Page:Le Braz - La légende de la mort chez les Bretons vol 1 1902.djvu/281

Cette page n’a pas encore été corrigée


Ils traversèrent des bois, franchirent des marais, escaladèrent des fossés1, passèrent des bourgs, tant et si bien qu'ils aboutirent à une vaste lande au milieu de laquelle se dressait le tronc à demi desséché d'un arbre. Il était si vieux, si pelé, qu'on n'aurait su dire si c'était un tronc de hêtre ou de châtaignier. L'intérieur en était creux. Vraiment, il ne se maintenait debout que par miracle.
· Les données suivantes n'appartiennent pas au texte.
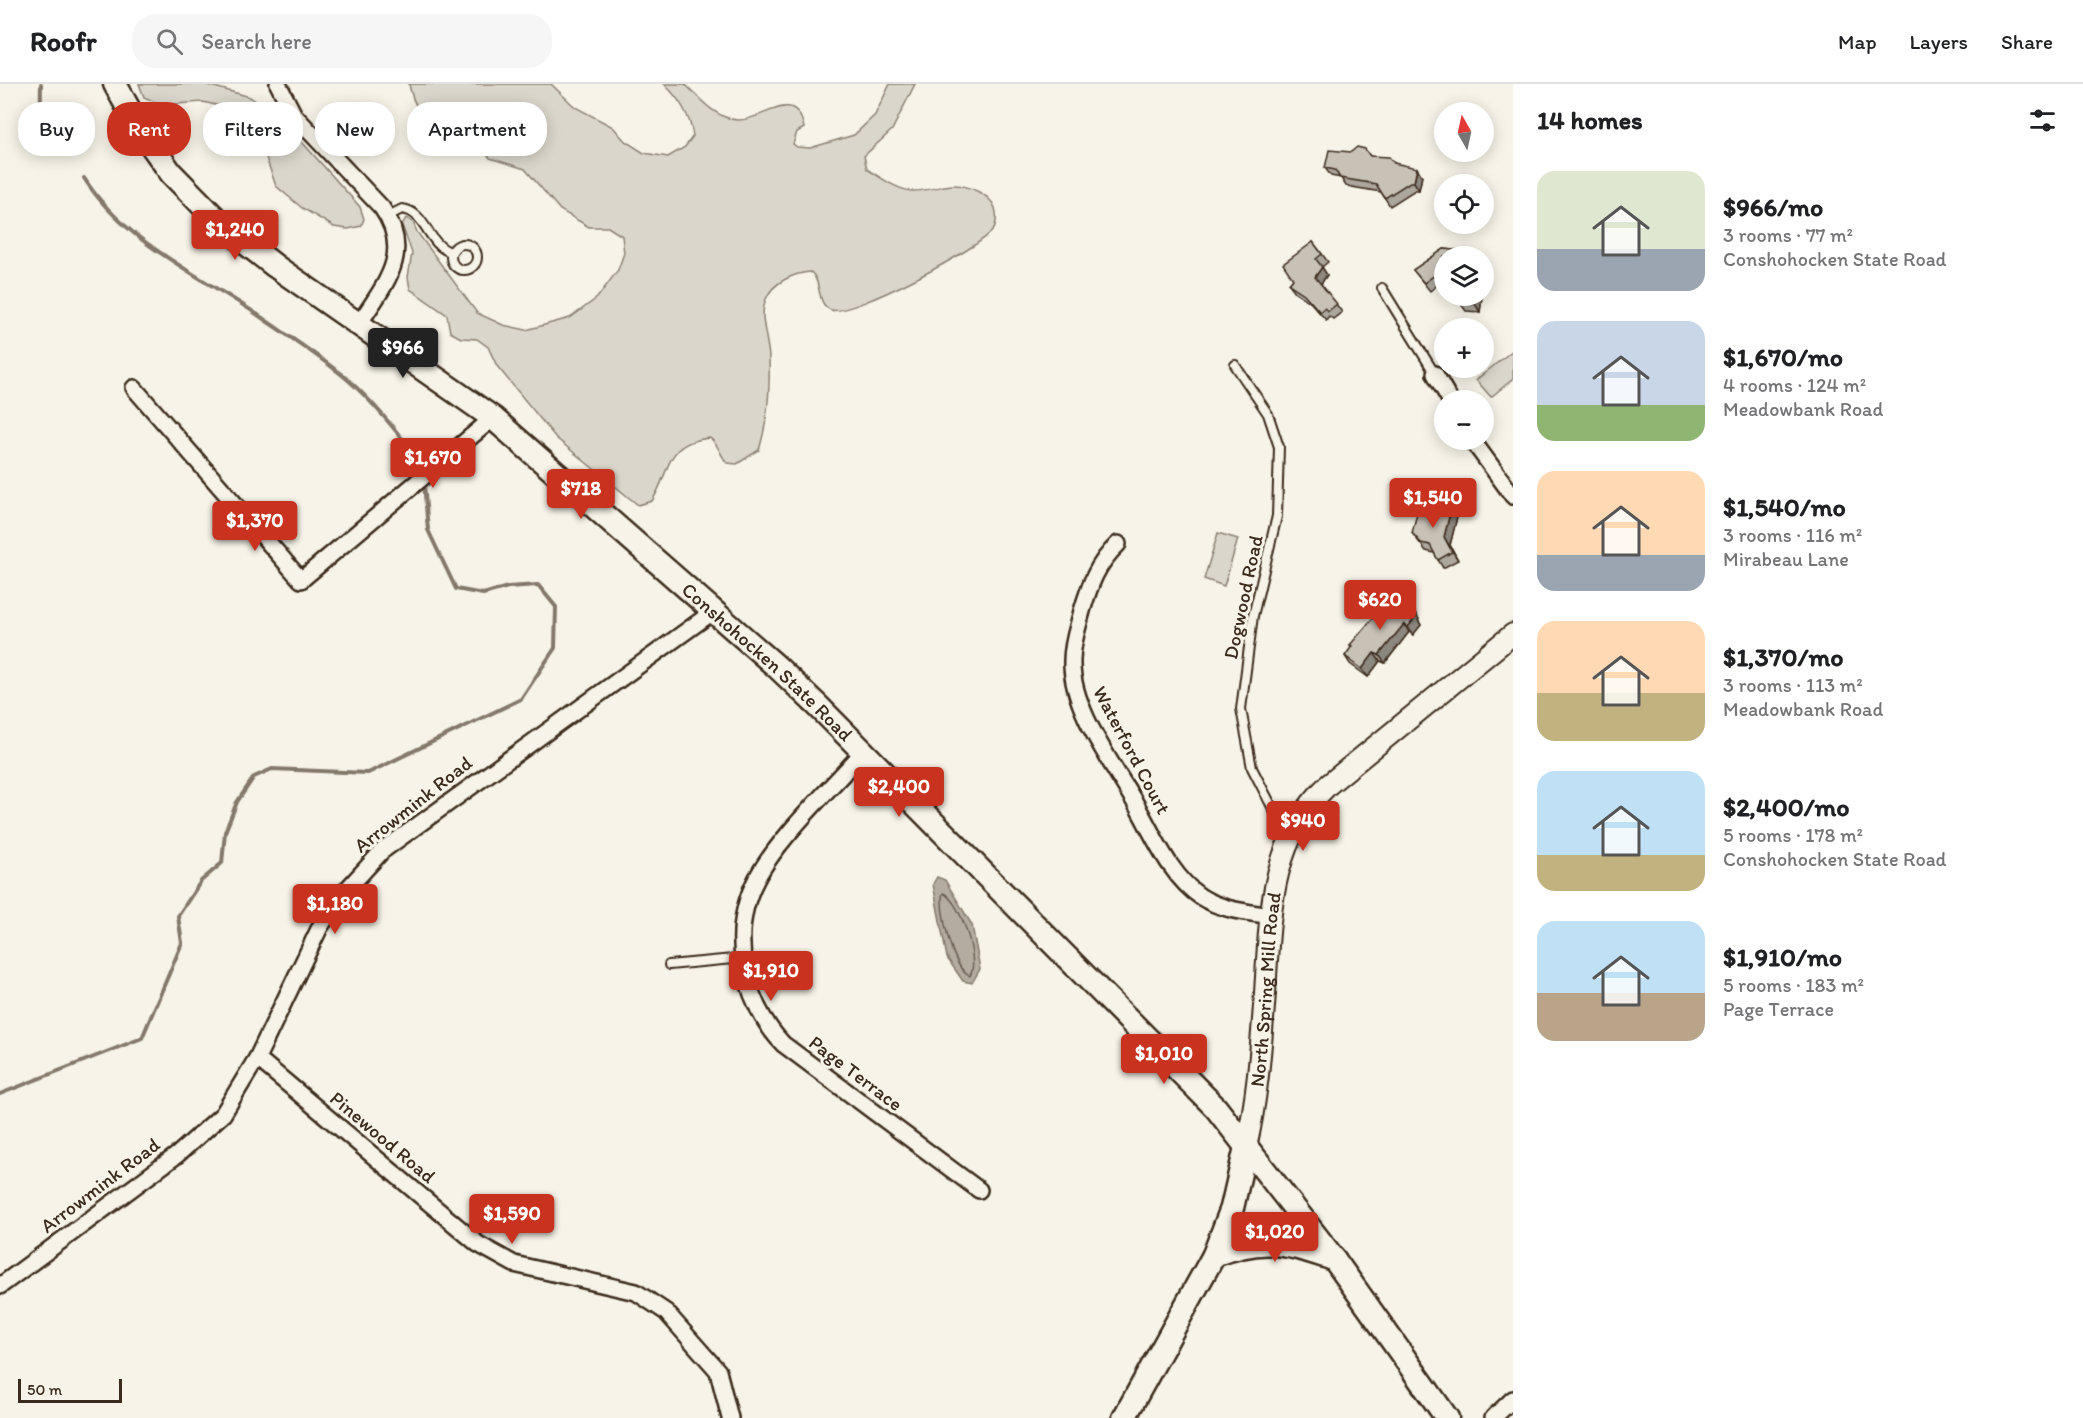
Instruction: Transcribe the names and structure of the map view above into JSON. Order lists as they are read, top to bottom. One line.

Encore sa maigre écorce étaitelle fendue de haut en bas. La souris se glissa dans une de ces fentes, et Ludo vit aussitôt apparaître le seigneur du Quinquiz dans le creux de l'arbre.

— O mon pauvre maître, s'écria-t-il, les mains jointes, que faites-vous ici?

— Tout homme, mon cher Ludo, doit faire sa pénitence à l'endroit que Dieu lui assigne.

— Puis-je au moins vous venir en aide de quelque façon ?

— Oui, tu le peux.

— Comment ?

— En jeûnant pour moi, l'espace d'un an et un jour. Si tu le fais, je serai délivré pour jamais, et ta béatitude suivra de près la mienne.

— Je le ferai, répondit Ludo Garel.

Il tint promesse. Son jeûne accompli, il mourut.

(Conté par Marie-LouiseBellec, couturière.— Port-Blanc.)

1. En Bretagne, on donne le nom de fossés aux talus souvent élevés qui séparent les champs les uns des autres.